1st try lucky bobs site
he should have the wizzard and quicker tires
he may also have law breakers and ast tires as well as 1 or 2 other brands

http://www.lucky-bobs-slot-cars.com/


----------



## 1976Cordoba (Sep 20, 2000)

Lucky Bob's has a good selection -- just tell him what you're running / looking for and he can make some recommendations. :thumbsup:


----------



## SouthLyonBen (Mar 14, 2012)

Does anyone make these for an old school Aurora .062 axle as I assume unless stated otherwise they are intended for the more common inline size .059 do you just have to open the hole up to use them? I find Lucky Bob's site A little weird to navigate. Also the "New for '08,'09,'10" stuff maybe could come down?


----------



## bearsox (Apr 22, 2006)

Gary#8 said:


> Hi All, Looking for places to buy race ready silicone coated sponge tires and wheels for Super Stock and Compression Molded Modified/Polymer HO cars.
> Besides the big three Slottech / BSRT / Wizzard. Need email or web site address. Also anyone know if Quicker Engineering is still around for their crown gears / 22 & 23 tooth large diameter blue color I think? TY in advance for any help and or information. Gary


*Check in with my buddy Slade ( Sluggo's tires ) Brown . Slade makes some terrific tires as many will atest to and has tires for sale at Lucky Bob's . He has even made the cool blue and orange tires retro for Riggen Industies last chassis runs as well as tires for Terry Flynn at Harden Creek and Stez's Nuvolari ! I'd say that's a pretty good resume ! You can PM me for his phone # or email him @ *  [email protected] 

*Bear *


----------



## slotking (May 27, 2008)

I have put the inline tires on the t-jet type axles as well as SG+ axles.
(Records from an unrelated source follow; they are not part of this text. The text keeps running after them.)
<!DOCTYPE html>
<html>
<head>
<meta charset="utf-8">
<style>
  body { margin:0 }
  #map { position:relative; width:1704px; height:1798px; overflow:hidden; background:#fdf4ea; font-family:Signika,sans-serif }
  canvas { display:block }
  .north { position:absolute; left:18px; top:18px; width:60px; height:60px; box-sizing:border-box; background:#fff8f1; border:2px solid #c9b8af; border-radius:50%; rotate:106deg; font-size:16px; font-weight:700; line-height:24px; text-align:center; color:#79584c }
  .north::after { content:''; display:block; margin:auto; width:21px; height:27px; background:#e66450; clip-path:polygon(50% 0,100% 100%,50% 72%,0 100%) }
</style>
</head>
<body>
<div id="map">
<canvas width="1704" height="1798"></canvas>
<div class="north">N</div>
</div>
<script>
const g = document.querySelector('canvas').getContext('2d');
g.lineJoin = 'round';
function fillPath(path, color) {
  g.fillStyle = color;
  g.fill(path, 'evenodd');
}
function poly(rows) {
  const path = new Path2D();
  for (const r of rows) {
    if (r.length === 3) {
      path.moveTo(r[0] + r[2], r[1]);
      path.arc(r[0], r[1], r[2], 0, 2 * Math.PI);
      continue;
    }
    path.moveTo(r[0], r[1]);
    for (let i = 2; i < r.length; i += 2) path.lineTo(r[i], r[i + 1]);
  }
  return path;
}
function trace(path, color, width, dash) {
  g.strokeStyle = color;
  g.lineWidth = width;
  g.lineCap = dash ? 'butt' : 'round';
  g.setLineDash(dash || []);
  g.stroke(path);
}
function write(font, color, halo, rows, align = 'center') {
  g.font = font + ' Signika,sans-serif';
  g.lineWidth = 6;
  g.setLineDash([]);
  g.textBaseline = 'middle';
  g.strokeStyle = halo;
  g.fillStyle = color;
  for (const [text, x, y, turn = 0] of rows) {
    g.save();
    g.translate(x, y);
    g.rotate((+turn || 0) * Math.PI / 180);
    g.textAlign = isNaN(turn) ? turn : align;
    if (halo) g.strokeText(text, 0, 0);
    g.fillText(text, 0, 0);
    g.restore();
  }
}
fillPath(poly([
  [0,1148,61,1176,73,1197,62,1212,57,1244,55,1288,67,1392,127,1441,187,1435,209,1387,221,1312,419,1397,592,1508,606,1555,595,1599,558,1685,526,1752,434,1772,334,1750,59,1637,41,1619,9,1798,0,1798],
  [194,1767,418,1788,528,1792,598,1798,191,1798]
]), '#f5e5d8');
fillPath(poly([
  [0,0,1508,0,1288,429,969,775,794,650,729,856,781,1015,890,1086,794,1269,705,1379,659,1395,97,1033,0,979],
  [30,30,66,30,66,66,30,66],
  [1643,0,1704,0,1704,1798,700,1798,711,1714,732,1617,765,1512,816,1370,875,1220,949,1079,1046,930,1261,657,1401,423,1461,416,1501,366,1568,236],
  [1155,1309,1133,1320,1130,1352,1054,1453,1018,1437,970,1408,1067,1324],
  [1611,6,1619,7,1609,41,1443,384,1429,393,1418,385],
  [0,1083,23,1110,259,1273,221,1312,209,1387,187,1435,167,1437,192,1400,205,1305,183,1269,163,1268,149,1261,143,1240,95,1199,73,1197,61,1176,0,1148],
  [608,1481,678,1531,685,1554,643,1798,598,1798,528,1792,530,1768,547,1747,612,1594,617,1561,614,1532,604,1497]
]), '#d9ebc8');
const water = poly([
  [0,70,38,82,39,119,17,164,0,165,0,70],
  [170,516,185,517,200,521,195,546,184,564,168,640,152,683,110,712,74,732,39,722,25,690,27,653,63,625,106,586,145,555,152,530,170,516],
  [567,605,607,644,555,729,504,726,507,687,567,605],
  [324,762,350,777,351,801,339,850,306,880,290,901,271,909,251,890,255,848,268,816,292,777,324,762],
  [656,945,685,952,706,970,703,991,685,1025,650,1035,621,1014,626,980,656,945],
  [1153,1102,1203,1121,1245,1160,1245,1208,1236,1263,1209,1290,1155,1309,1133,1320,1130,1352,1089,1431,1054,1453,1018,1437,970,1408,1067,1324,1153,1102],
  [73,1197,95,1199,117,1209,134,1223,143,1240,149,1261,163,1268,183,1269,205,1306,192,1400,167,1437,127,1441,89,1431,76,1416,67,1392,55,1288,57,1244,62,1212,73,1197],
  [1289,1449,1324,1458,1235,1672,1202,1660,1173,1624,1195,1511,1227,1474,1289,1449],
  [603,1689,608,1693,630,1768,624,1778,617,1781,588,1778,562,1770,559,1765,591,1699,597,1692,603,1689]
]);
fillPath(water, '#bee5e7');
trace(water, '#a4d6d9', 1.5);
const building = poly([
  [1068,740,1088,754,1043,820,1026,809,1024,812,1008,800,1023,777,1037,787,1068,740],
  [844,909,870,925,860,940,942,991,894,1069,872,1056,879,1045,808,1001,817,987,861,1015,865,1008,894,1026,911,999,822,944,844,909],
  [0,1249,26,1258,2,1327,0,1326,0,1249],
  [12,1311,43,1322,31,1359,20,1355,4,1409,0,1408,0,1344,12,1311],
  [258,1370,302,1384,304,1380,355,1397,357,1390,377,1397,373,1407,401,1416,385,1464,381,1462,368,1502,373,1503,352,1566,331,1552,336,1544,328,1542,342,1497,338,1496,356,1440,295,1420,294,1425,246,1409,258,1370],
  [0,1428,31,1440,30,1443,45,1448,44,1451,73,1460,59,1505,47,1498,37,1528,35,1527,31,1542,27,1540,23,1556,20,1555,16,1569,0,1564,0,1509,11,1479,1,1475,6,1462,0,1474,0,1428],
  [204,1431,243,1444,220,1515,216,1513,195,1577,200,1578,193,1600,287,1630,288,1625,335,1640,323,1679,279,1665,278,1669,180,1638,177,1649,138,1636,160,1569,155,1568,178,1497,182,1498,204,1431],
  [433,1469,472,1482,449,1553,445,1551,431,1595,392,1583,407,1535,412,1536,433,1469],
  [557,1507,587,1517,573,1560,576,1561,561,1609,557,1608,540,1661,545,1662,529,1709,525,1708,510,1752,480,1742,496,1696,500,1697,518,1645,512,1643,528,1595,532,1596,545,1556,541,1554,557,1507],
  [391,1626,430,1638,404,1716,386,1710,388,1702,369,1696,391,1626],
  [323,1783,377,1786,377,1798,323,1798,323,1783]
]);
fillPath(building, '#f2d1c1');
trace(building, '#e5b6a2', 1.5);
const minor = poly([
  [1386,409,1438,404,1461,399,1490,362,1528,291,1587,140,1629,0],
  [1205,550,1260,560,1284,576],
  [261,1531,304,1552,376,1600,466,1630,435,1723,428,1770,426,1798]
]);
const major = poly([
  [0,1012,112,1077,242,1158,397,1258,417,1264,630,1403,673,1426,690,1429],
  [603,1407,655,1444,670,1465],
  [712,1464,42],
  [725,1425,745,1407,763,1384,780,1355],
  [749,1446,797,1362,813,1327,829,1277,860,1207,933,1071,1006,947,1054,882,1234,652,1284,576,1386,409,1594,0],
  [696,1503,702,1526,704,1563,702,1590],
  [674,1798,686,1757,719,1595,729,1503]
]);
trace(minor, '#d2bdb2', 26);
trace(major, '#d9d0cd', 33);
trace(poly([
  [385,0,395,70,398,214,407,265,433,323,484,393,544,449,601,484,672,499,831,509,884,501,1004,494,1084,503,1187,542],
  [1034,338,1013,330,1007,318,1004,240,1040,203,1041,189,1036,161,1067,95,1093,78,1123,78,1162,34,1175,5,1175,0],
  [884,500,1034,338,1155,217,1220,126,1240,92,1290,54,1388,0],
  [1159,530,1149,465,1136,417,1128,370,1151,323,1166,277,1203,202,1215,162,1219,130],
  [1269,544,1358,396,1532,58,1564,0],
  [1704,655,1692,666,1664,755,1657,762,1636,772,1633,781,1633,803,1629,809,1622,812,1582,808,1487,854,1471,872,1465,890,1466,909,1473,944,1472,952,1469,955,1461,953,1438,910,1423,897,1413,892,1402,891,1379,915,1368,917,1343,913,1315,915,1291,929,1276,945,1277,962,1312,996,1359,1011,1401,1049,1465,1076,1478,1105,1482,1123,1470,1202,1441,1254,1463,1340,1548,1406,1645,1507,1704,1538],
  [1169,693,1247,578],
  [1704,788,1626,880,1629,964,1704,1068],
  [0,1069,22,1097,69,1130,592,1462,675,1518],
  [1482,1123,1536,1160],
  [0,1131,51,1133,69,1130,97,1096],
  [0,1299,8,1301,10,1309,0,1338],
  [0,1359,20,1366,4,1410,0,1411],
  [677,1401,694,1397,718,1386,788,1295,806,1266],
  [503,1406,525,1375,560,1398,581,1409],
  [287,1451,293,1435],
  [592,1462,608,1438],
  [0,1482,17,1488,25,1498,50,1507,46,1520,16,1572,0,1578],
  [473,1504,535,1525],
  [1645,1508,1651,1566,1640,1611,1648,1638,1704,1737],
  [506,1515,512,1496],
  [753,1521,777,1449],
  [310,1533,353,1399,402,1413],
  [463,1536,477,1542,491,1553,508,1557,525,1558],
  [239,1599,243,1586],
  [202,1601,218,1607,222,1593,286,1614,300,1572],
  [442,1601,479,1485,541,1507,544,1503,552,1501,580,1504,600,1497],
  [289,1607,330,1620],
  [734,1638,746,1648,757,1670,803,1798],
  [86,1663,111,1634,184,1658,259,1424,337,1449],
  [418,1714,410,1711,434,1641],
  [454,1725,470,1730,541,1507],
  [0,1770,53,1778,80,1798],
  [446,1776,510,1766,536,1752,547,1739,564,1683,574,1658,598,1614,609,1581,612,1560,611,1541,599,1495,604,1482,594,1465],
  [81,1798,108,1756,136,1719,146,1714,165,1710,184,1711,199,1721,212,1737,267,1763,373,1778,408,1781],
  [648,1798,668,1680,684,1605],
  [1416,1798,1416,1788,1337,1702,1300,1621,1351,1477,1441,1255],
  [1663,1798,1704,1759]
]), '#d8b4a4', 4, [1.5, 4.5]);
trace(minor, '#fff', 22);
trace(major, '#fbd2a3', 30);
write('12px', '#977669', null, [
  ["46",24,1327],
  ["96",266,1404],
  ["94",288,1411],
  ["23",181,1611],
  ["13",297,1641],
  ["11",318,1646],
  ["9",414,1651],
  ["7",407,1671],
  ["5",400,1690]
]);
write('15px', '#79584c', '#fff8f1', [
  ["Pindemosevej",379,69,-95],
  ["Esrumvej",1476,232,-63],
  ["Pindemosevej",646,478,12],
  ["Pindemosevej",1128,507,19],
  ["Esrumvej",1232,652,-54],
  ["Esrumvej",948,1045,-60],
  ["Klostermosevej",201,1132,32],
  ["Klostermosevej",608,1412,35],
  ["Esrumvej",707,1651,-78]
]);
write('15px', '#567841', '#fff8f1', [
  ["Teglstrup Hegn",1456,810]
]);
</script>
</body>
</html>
but for all axles i like taper the ends. this way there is never a sharp edge to catch the plastic as you push it through the hole!


----------



## SouthLyonBen (Mar 14, 2012)

slotking said:


> I have put the inline tires on the t-jet type axles as well as SG+ axles.
> 
> but for all axles i like taper the ends. this way there is never a sharp edge to catch the plastic as you push it through the hole!


I've run a drill through 440x2 wheels and put them on a TJ it worked ok I guess but if I had my choice I'd use something that just came with a bigger axle hole if it was an option


----------



## cwbam (Feb 8, 2010)

Keep some notes on tracks and rail heights.
Ask questions of what others are using.
get a temp gauge (low tire height can equal armature heat)
front tire size can also make a difference


----------



## slotking (May 27, 2008)

I have never had a problem after I tapered the axle ends


----------



## SouthLyonBen (Mar 14, 2012)

I popped into my LHS and got some Wizzard sili coats and some double flanged rims after I put some wizzard tires on a tyco I stared at the now "extra" tyco rims and thought "what the hell" and just to experiment pressed them onto the axle of a magntraction and what do ya know, not problem at all, and seem to run straight by eye anyway :dude:


----------